URUGUAY
The Code of Criminal Procedure, which was to take effect in February of 1999, has been postponed until at least 2000. This removes some of the urgency of the demands by various media organizations that it be modified.
These demands concern two articles in the new code-99 and 100-that order the media to both preserve the good name of criminal defendants and protect the identity of witnesses and other people involved, including the victims. When the name of a defendant or a suspect has been published, he or she would be given the right to demand publication "with the same prominence" of news of an acquittal, dismissal of a case or the end of the trial.
The text has alarmed various assoclations of journalists and media companies. A joint delegation of the Press Association CAPU) and the National Association of Broadcasters CANDEBU) met with the Senate's Constitution and Legislation Committee, which agreed to review some paragraphs considered damaging to press freedom and to the citizens' right to be informed.
A promising development for press freedom occurred on July 29 when the Administrative Law Court repealed a controversial decree that would have regulated the import of raw materials for newspaper publishing.
In addition to establishing oversight over permits to import newsprint and other supplies, the decree authorized a Newsprint Committee associated with the Industry, Energy and Mining Ministry to impose limits on the import of equipment and raw materials.

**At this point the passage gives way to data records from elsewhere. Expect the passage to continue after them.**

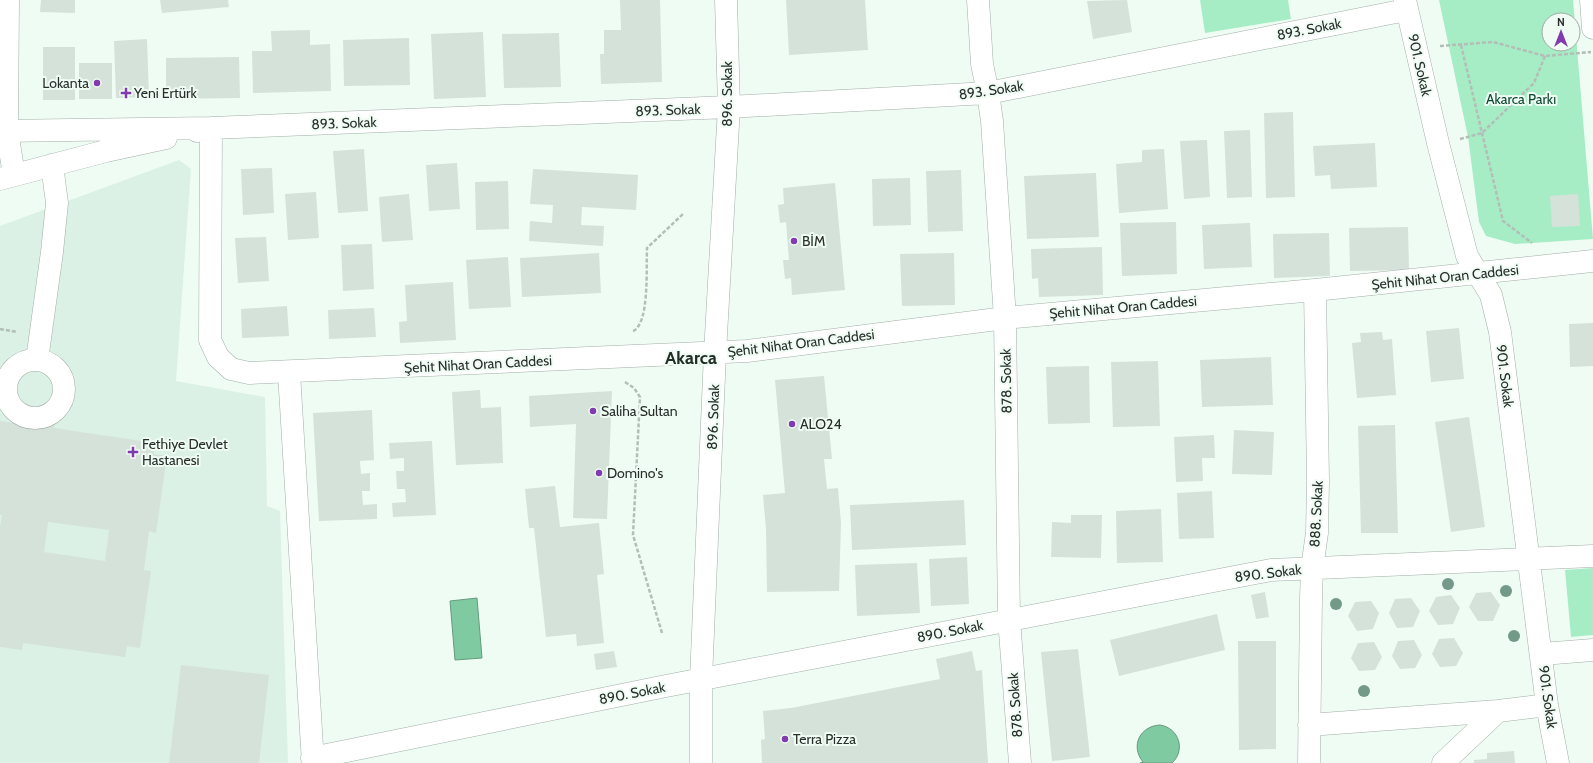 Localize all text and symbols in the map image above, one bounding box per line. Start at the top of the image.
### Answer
north arrow [1541,12,1581,52]
street label: 893. Sokak [1275,14,1343,44]
text: N [1557,15,1565,29]
street label: 901. Sokak [1404,32,1436,99]
street label: 896. Sokak [718,61,736,127]
place label: Lokanta [42,74,89,92]
street label: 893. Sokak [957,76,1025,103]
marker: Lokanta [92,78,102,88]
place label: Yeni Ertürk [133,84,197,102]
marker: Yeni Ertürk [121,88,131,98]
park label: Akarca Parkı [1486,90,1556,108]
street label: 893. Sokak [635,100,702,120]
street label: 893. Sokak [311,113,378,133]
place label: BİM [802,232,825,250]
marker: BİM [789,236,799,246]
street label: Şehit Nihat Oran Caddesi [1370,260,1520,294]
street label: Şehit Nihat Oran Caddesi [1048,292,1198,322]
street label: Şehit Nihat Oran Caddesi [726,325,876,361]
street label: 901. Sokak [1492,343,1518,409]
district label: Akarca [665,347,717,369]
street label: 878. Sokak [996,348,1016,414]
street label: Şehit Nihat Oran Caddesi [404,351,552,377]
street label: 896. Sokak [703,383,723,450]
place label: Saliha Sultan [601,402,678,420]
marker: Saliha Sultan [588,406,598,416]
place label: ALO24 [800,415,842,433]
marker: ALO24 [787,419,797,429]
place label: Fethiye Devlet Hastanesi [142,435,228,469]
marker: Fethiye Devlet Hastanesi [127,446,139,458]
place label: Domino's [607,464,664,482]
marker: Domino's [594,468,604,478]
street label: 888. Sokak [1305,480,1327,548]
street label: 890. Sokak [1234,560,1303,586]
street label: 890. Sokak [915,616,985,646]
street label: 901. Sokak [1535,664,1561,730]
street label: 878. Sokak [1004,671,1026,738]
street label: 890. Sokak [597,678,667,708]
place label: Terra Pizza [793,730,856,748]
marker: Terra Pizza [780,734,790,744]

It also was authorized to punish those it determined had not complied with the regulations. All this was ruled illegal by the Administrative Law Court.
There was also an intense debate in politics and in the media about the distribution of government advertising. A scandal was provoked when the state telecommunications monopoly ANTEL
released its 1997 advertising expenditures at the request of a legislative committee.
The president of ANTEL at that time, Ricardo Lombardo, a contender for the ruling party's presidential nomination for the elections the following year, insisted that the advertising was determined by technical criteria. It was apparent, however, that there was discrimination in the placement of
official advertising.
The Uruguayan Press Association reports that on July 17, police detained six employees of El Observador. Photographer Ivan Franco's equipment was seized and damaged and his film was exposed. The female workers, whose detention was absolutely unjustified, were treated in a degrading manner.
At this time the case has not been resolved in court.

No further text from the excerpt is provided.